Inalienable simply means you accept one, you embrace all. Fortunately, the prevailing debate on rights and justice govern the acceptability of various possible types of citizen choices/practices/ action. As international rights protocols come to be invested in (ratified), and sometimes guaranteed by, the national state, acceptance of hitherto unacceptable practices/concepts themselves becomes nationalized.
Psychological writers like Stanley Milgram have argued in the book ‘obedience to authority’ that no action (including the getting rid of pregnancy) of itself has an unchangeable psychological quality: its meaning can be altered by placing it in particular contexts. In this case, such contexts including medical attempt at saving the life of the woman, preservation of physical and mental health, rape and incest, foetal impairment, and economic or social reasons.
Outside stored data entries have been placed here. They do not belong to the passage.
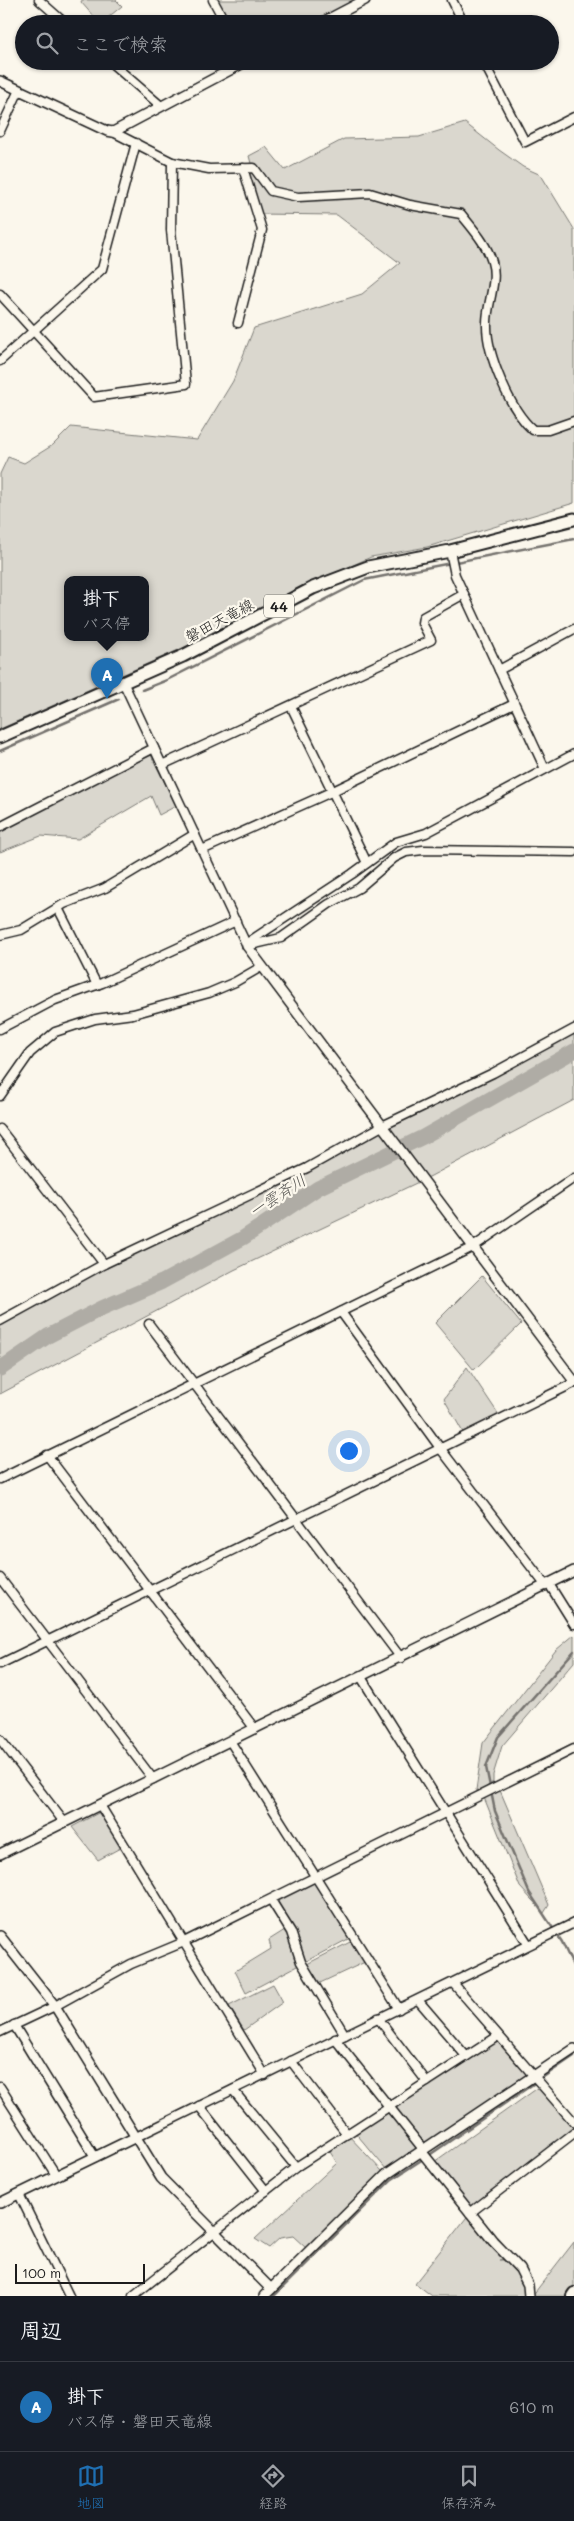 <!DOCTYPE html>
<html lang="ja">
<head>
<meta charset="utf-8">
<style>
	body { margin:0; font-family:Mali,"Klee One",sans-serif; background:#242831; color:#f1f3f6 }
	.scale { position:absolute; left:15px; bottom:12px; width:130px; box-sizing:border-box; padding-left:5px; border:2px solid #1c1c1c; border-top:0; font-size:14px; line-height:18px; white-space:nowrap; color:#1c1c1c; -webkit-text-stroke:4px #fbf7ec; paint-order:stroke }
	.you { position:absolute; left:348px; top:1450px; width:18px; height:18px; margin:-12px; border:4px solid #fff; border-radius:50%; background:#1a73e8; box-shadow:0 0 0 8px #1a73e833 }
	.badge { display:grid; place-items:center; width:32px; height:32px; border-radius:50%; background:#1f6fb2; color:#fff; font-size:16px; font-weight:700 }
	.pin { position:absolute; translate:-50% -41px; filter:drop-shadow(0 1px 2px #0008) }
	.pin::after { content:''; position:absolute; top:26px; width:18px; height:15px; background:inherit; clip-path:polygon(0 0,100% 0,50% 100%) }
	.popup { position:absolute; left:64px; top:576px; width:85px; height:65px; box-sizing:border-box; display:grid; place-content:center; border-radius:10px; background:#171b24; filter:drop-shadow(0 1px 4px #0005); font-size:16px; white-space:nowrap; color:#9ea1a6 }
	.popup b { font-size:19px; color:#f1f3f6 }
	.popup::after { content:''; position:absolute; left:50%; top:100%; margin-left:-10px; border:10px solid transparent; border-top-color:#171b24 }
	.list { margin:0; padding:0; list-style:none }
	h2 { display:flex; justify-content:space-between; align-items:center; height:65px; margin:0; padding:0 20px; font-size:21px }
	h2 small { font-size:16px; font-weight:400; color:#9ea1a6 }
	.list li { display:grid; grid-template-columns:32px 1fr auto; gap:15px; align-items:center; box-sizing:border-box; height:90px; padding:0 20px; border-top:1px solid #363941 }
	.list b { display:block; font-size:19px; white-space:nowrap }
	.list p { margin:0; font-size:16px; white-space:nowrap; color:#9ea1a6 }
	.list em { font-size:16px; font-style:normal; color:#9ea1a6 }
	.icon { flex:none; width:28px; height:28px; fill:none; stroke:currentColor; stroke-width:2; stroke-linecap:round; stroke-linejoin:round }
	.map { position:relative; flex:none; width:574px; height:2296px; overflow:hidden }
	.search { position:absolute; background:#171b24; box-shadow:0 1px 4px #0004; left:15px; right:15px; top:15px; height:55px; display:flex; align-items:center; gap:12px; box-sizing:border-box; padding:0 18px; border-radius:28px; color:#9ea1a6; font-size:19px }
	.sheet { height:155px; background:#171b24 }
	nav { display:flex; justify-content:space-around; align-items:center; box-sizing:border-box; height:70px; border-top:1px solid #363941; background:#171b24; font-size:14px; color:#9ea1a6 }
	nav a { display:grid; justify-items:center; gap:2px }
	nav .on { color:#1f6fb2 }
	.map>svg:first-child { display:block }
	.green { fill:#dad7ce; stroke:#7b7a75; fill-rule:evenodd }
	.lines { fill:none; stroke-linecap:round; stroke-linejoin:round }
	.stream { stroke:#74726e; stroke-width:2.5 }
	.river { stroke:#afaca5; stroke-width:15 }
	.minor-casing { stroke:#1c1c1c; stroke-width:11 }
	.tertiary-casing { stroke:#1c1c1c; stroke-width:12 }
	.secondary-casing { stroke:#1c1c1c; stroke-width:14 }
	.primary-casing { stroke:#1c1c1c; stroke-width:15 }
	.minor { stroke:#fbf7ec; stroke-width:8 }
	.tertiary { stroke:#fbf7ec; stroke-width:9 }
	.secondary { stroke:#fbf7ec; stroke-width:10 }
	.primary { stroke:#fbf7ec; stroke-width:11 }
	.labels { text-anchor:middle; dominant-baseline:central; stroke-width:4.5; stroke-linejoin:round; paint-order:stroke }
	.shield { fill:#fbf7ec; stroke:#5f5e5a; stroke-width:1 }
	.shield-label { font-size:14px; font-weight:bold; fill:#1c1c1c }
	.street-label { font-size:15px; fill:#1c1c1c; stroke:#fbf7ec }
	.water-label { font-size:16px; font-style:italic; fill:#575653; stroke:#fbf7ec }
</style>
</head>
<body>
<div class="map">
<svg width="574" height="2296" viewBox="0 0 574 2296">
	<rect width="100%" height="100%" fill="#fbf7ec"/>
	<filter id="ink" filterUnits="userSpaceOnUse"><feTurbulence type="fractalNoise" baseFrequency=".02" numOctaves="2"/><feDisplacementMap in="SourceGraphic" scale="10" xChannelSelector="R" yChannelSelector="G"/><feConvolveMatrix kernelMatrix="1 2 1 2 8 2 1 2 1" color-interpolation-filters="sRGB"/></filter>
	<g filter="url(#ink)">
		<g class="green">
			<polygon points="82,0 116,0 122,6 100,24 81,2"/>
			<polygon points="216,0 365,0 319,24 230,24"/>
			<path d="M465,123L499,150L523,167L541,175L574,229V503L427,547L371,557L297,590L192,644L0,729V474L8,457L24,463L53,445L71,427L197,440L233,381L254,328L362,294L400,263L337,215L257,214L243,168L252,167L249,156L266,147L285,170L344,139L419,137ZM68,580H146V638H68Z"/>
			<polygon points="151,755 176,806 159,815 151,796 78,839 41,836 0,852 0,829"/>
			<polygon points="574,1027 574,1100 431,1176 234,1270 0,1394 0,1324 165,1235"/>
			<polygon points="482,1276 521,1324 474,1370 435,1323"/>
			<polygon points="467,1367 501,1418 465,1436 444,1399"/>
			<polygon points="574,1635 574,1662 502,1746 493,1775 493,1782 481,1791 476,1790 483,1743 556,1650"/>
			<polygon points="499,1788 549,1905 544,1913 520,1887 483,1795"/>
			<polygon points="100,1812 122,1847 98,1860 72,1827"/>
			<polygon points="314,1879 350,1938 246,1993 235,1971 271,1949 269,1940 288,1928 271,1900"/>
			<polygon points="352,1941 365,1962 320,1983 307,1964"/>
			<polygon points="273,1984 283,2002 244,2030 229,2006"/>
			<polygon points="498,2036 530,2078 387,2170 353,2130"/>
			<polygon points="539,2087 574,2128 574,2133 468,2211 434,2162"/>
			<polygon points="347,2134 383,2172 306,2248 293,2236 280,2238 269,2248 255,2239 337,2163 327,2147"/>
			<polygon points="470,2213 509,2258 499,2260 511,2260 528,2285 527,2296 432,2296 415,2283"/>
			<polygon points="574,2242 574,2296 532,2296"/>
		</g>
		<g class="lines">
			<g class="stream">
				<polyline points="142,690 167,680 364,580 574,539"/>
				<polyline points="0,751 119,699"/>
				<polyline points="574,1651 498,1737 486,1767 495,1811 529,1892 562,1942 574,1968"/>
				<polyline points="428,2156 574,2056"/>
				<polyline points="274,2296 391,2180 423,2159"/>
			</g>
			<polyline class="river" points="0,1369 48,1336 102,1308 162,1282 243,1238 318,1188 423,1137 574,1051"/>
			<defs>
				<g id="minor">
					<polyline points="39,0 66,24"/>
					<polyline points="213,0 226,24"/>
					<polyline points="452,0 464,24"/>
					<polyline points="109,61 161,106"/>
					<polyline points="483,61 525,142 574,117"/>
					<polyline points="0,131 19,90"/>
					<path d="M113,132L172,162L209,169L254,168L271,191L298,197L370,193L410,205L461,214C472,228 487,244 492,262C498,281 487,303 487,323C486,354 510,410 533,430H548L574,421"/>
					<polyline points="0,294 94,397 186,384 171,230 172,162"/>
					<polyline points="238,323 262,230 243,168"/>
					<polyline points="0,361 102,269 136,143"/>
					<polyline points="450,551 455,575 545,769"/>
					<polyline points="499,670 574,629"/>
					<polyline points="124,684 247,946 281,938 329,904 359,888 394,858 406,852 423,850 574,852"/>
					<polyline points="291,706 367,863"/>
					<polyline points="162,765 431,640 422,623 423,617 464,594"/>
					<polyline points="0,827 154,748"/>
					<polyline points="202,850 331,792 514,704"/>
					<polyline points="58,908 97,985"/>
					<polyline points="0,935 21,930 64,904 105,888 195,834"/>
					<polyline points="247,943 352,874 396,842 426,833 574,754"/>
					<polyline points="0,1029 55,1000 102,983 236,921"/>
					<polyline points="0,1096 30,1053 55,1032 95,1019 133,1014 209,993 235,982 261,967"/>
					<polyline points="0,1129 104,1264"/>
					<polyline points="341,1312 440,1448 546,1586"/>
					<polyline points="0,1321 104,1264 307,1168 382,1126 493,1073 574,1029"/>
					<polyline points="149,1324 401,1658"/>
					<polyline points="47,1455 255,1729"/>
					<polyline points="0,1479 473,1247 574,1178"/>
					<polyline points="0,1578 153,1779"/>
					<polyline points="549,1584 574,1624"/>
					<polyline points="0,1664 574,1383"/>
					<polyline points="361,1677 528,1944"/>
					<polyline points="0,1739 64,1822"/>
					<polyline points="230,1741 399,2009"/>
					<polyline points="100,1805 265,2075"/>
					<polyline points="271,1900 291,1932 301,1962 345,2035"/>
					<polyline points="453,1983 574,2122"/>
					<polyline points="418,2000 466,2056"/>
					<polyline points="378,2018 427,2082"/>
					<polyline points="14,2025 95,2157"/>
					<polyline points="0,2032 55,2006 131,1964 184,1942 574,1749"/>
					<polyline points="335,2039 423,2149"/>
					<polyline points="291,2061 347,2134"/>
					<polyline points="0,2087 56,2175"/>
					<polyline points="233,2090 296,2167"/>
					<polyline points="199,2106 266,2191"/>
					<polyline points="136,2137 574,1923"/>
					<polyline points="19,2194 69,2296"/>
					<polyline points="470,2213 574,2133"/>
					<polyline points="133,2296 296,2167 498,2036"/>
				</g>
				<g id="tertiary">
					<polyline points="319,24 365,0"/>
					<polyline points="0,81 107,131 113,132 247,61"/>
					<polyline points="247,946 574,1381"/>
					<polyline points="0,1854 574,1571"/>
					<polyline points="0,1936 55,2006 161,2178 271,2289"/>
					<polyline points="421,2151 493,2241 520,2269 528,2285 529,2296"/>
					<polyline points="0,2203 136,2137"/>
					<polyline points="264,2296 387,2174 574,2049"/>
				</g>
				<polyline id="secondary" points="572,2296 574,2293"/>
				<polyline id="primary" points="0,737 183,656 313,588 368,567 450,551 574,519"/>
			</defs>
			<use href="#minor" class="minor-casing"/>
			<use href="#tertiary" class="tertiary-casing"/>
			<use href="#secondary" class="secondary-casing"/>
			<use href="#primary" class="primary-casing"/>
			<use href="#minor" class="minor"/>
			<use href="#tertiary" class="tertiary"/>
			<use href="#secondary" class="secondary"/>
			<use href="#primary" class="primary"/>
		</g>
	</g>
	<g class="labels">
		<rect class="shield" x="264" y="594.5" width="30" height="23" rx="4"/>
		<g class="shield-label">
			<text x="279" y="606">44</text>
		</g>
		<g class="street-label">
			<text transform="translate(219 620) rotate(-28)">磐田天竜線</text>
		</g>
		<g class="water-label">
			<text transform="translate(277 1195) rotate(-33)">一雲斉川</text>
		</g>
	</g>
</svg>
<div class="scale">100 m</div>
<div class="you"></div>
<div class="pin badge" style="left:107px;top:699px">A</div>
<div class="popup"><b>掛下</b>バス停</div>
<div class="search"><svg class="icon" aria-label="search" viewBox="0 0 24 24"><circle cx="10" cy="10" r="6"/><path d="M15 15l6 6"/></svg>ここで検索</div>
</div>
<section class="sheet">
<h2>周辺<small></small></h2>
<ul class="list">
<li><span class="badge">A</span><div><b>掛下</b><p>バス停 · 磐田天竜線</p></div><em>610 m</em></li>
</ul>
</section>
<nav>
<a class="on"><svg class="icon" aria-label="map" viewBox="0 0 24 24"><path d="M3 6l6-2 6 2 6-2v14l-6 2-6-2-6 2zM9 4v14M15 6v14"/></svg>地図</a>
<a><svg class="icon" aria-label="directions" viewBox="0 0 24 24"><path d="M12 3l9 9-9 9-9-9zM9 14v-3h6M13 9l2 2-2 2"/></svg>経路</a>
<a><svg class="icon" aria-label="saved" viewBox="0 0 24 24"><path d="M7 4h10v16l-5-4-5 4z"/></svg>保存済み</a>
</nav>
</body>
</html>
The Ministry of Health’s mandate to administer health services is difficult to perform in the darkness that shrouds pregnancy termination matters. The darkness provides a lee-way to non-professionals who cash in on desperate women, and the threat of the law encourages anonymous deaths or serious health impairments including fistula in teenage parents.
Others, perhaps many, may not be caught in the act to tussle against the law; they then live seemingly productive lives, though traces of ruined lives lie strewn across the mat of 40 years since independence- years of no care. These traces are visible in such social-diseases as fistula (for those who are forced to keep the unborn in fear of the law, and deliver the still-born.
And the warnings posted in newspapers are too late for some of the girls who might have fallen prey to fistula. It is too late for the many who die in the process of saving themselves.
Complications are hugely expensive. And, because the girl patient will more likely seek medical attention from public hospitals, their bills are footed by the very society that neglected them. With the cost pinch, many patients cannot afford private medical facilities.
Fairness, is it, incarcerating the citizen for the sake of the unknown ‘citizen’?